» Brief
Only the lines from the opening of the material through the line bearing "height:4px; margin:-2px; padding:0" should be reproduced, exactly and without pictures.
┄┄┄┄┄┄┄┄┄┄┄┄┄┄┄┄┄┄┄┄
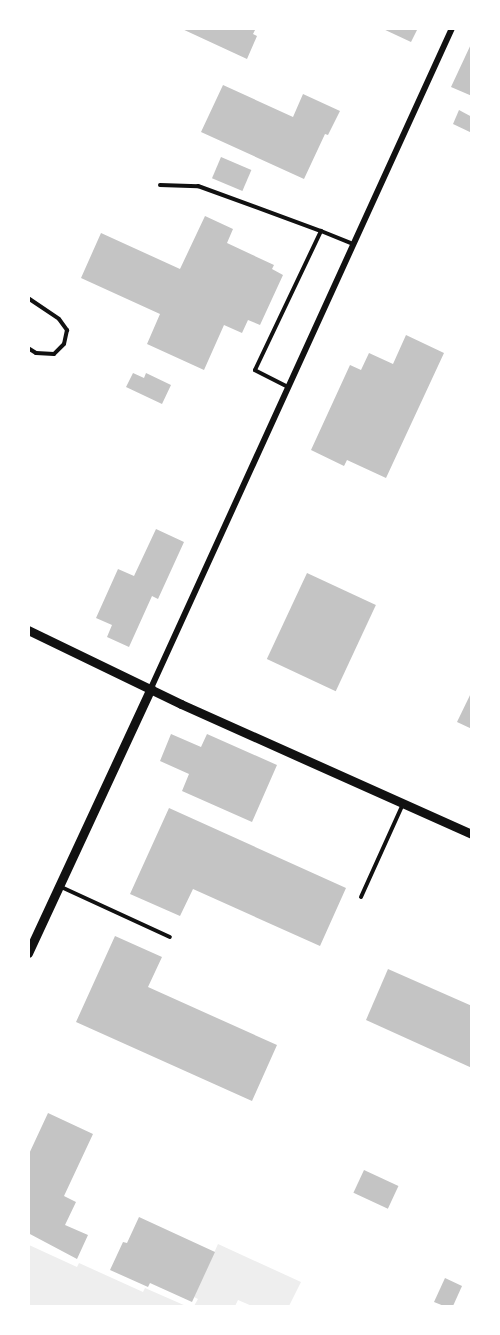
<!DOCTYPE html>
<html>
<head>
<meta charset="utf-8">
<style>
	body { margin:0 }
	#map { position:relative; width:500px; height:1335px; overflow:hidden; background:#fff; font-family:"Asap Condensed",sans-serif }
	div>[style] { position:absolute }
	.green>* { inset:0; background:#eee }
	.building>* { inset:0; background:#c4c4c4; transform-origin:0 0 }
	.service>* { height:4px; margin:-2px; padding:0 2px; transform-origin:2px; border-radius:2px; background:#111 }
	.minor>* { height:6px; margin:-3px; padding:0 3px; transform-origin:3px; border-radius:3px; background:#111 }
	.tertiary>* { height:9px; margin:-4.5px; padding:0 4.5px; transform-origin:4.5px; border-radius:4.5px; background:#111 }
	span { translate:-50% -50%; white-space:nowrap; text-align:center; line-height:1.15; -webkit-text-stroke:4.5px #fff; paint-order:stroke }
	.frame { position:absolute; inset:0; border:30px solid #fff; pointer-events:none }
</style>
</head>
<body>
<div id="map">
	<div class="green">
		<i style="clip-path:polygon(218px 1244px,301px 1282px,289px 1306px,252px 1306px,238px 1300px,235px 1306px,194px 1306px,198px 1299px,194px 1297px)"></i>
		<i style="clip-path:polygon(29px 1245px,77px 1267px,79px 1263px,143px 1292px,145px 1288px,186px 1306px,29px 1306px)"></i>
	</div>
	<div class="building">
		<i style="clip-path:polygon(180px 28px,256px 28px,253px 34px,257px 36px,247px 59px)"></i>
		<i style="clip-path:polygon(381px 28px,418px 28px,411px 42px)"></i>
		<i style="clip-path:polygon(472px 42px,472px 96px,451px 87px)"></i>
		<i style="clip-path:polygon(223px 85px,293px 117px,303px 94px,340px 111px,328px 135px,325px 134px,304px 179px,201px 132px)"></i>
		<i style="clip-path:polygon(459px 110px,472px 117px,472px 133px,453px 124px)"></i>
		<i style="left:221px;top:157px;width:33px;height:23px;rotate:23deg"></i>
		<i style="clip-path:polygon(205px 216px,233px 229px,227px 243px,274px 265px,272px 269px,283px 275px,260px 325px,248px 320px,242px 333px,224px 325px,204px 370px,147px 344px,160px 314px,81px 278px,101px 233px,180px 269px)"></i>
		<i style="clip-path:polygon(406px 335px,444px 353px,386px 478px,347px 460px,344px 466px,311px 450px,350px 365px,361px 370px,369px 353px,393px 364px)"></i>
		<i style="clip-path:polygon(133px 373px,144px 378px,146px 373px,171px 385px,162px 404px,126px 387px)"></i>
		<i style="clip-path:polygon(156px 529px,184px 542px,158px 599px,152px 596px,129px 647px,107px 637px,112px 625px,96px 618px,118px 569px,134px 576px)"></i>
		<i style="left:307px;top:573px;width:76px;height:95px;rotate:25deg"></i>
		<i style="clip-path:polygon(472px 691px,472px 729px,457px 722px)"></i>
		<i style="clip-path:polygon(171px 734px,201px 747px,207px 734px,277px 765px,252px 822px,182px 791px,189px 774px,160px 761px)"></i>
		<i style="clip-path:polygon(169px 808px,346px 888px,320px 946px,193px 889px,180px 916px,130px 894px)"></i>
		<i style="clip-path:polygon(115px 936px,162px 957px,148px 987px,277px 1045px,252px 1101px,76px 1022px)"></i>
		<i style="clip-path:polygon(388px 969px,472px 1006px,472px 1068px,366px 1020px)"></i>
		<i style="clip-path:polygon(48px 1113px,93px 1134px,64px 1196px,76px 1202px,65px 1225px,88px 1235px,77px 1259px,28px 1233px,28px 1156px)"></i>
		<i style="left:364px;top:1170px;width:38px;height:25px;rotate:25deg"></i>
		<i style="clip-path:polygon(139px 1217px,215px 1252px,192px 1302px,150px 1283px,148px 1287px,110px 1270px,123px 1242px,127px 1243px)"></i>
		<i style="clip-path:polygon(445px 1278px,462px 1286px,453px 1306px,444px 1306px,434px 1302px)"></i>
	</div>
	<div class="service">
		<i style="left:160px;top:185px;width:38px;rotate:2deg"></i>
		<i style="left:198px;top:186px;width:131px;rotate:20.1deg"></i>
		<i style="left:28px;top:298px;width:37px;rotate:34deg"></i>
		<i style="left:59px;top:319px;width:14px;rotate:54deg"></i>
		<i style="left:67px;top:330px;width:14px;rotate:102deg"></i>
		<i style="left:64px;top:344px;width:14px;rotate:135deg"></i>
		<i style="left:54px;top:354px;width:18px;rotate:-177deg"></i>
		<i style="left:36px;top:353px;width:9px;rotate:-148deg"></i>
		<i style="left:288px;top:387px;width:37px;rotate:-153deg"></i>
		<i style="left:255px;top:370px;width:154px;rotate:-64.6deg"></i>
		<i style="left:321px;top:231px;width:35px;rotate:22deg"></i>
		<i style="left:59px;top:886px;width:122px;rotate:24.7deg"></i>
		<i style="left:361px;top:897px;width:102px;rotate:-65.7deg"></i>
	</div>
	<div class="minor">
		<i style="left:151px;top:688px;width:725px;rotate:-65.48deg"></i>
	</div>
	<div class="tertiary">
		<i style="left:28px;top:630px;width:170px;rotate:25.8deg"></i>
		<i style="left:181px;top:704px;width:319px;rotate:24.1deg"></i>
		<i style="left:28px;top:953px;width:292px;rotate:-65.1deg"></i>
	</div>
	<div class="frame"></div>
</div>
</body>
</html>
┄┄┄┄┄┄┄┄┄┄┄┄┄┄┄┄┄┄┄┄
» Output of the exercise
<!DOCTYPE html>
<html>
<head>
<meta charset="utf-8">
<style>
	body { margin:0 }
	#map { position:relative; width:500px; height:1335px; overflow:hidden; background:#fff; font-family:"Asap Condensed",sans-serif }
	div>[style] { position:absolute }
	.green>* { inset:0; background:#eee }
	.building>* { inset:0; background:#c4c4c4; transform-origin:0 0 }
	.service>* { height:4px; margin:-2px; padding:0 2px; transform-origin:2px; border-radius:2px; background:#111 }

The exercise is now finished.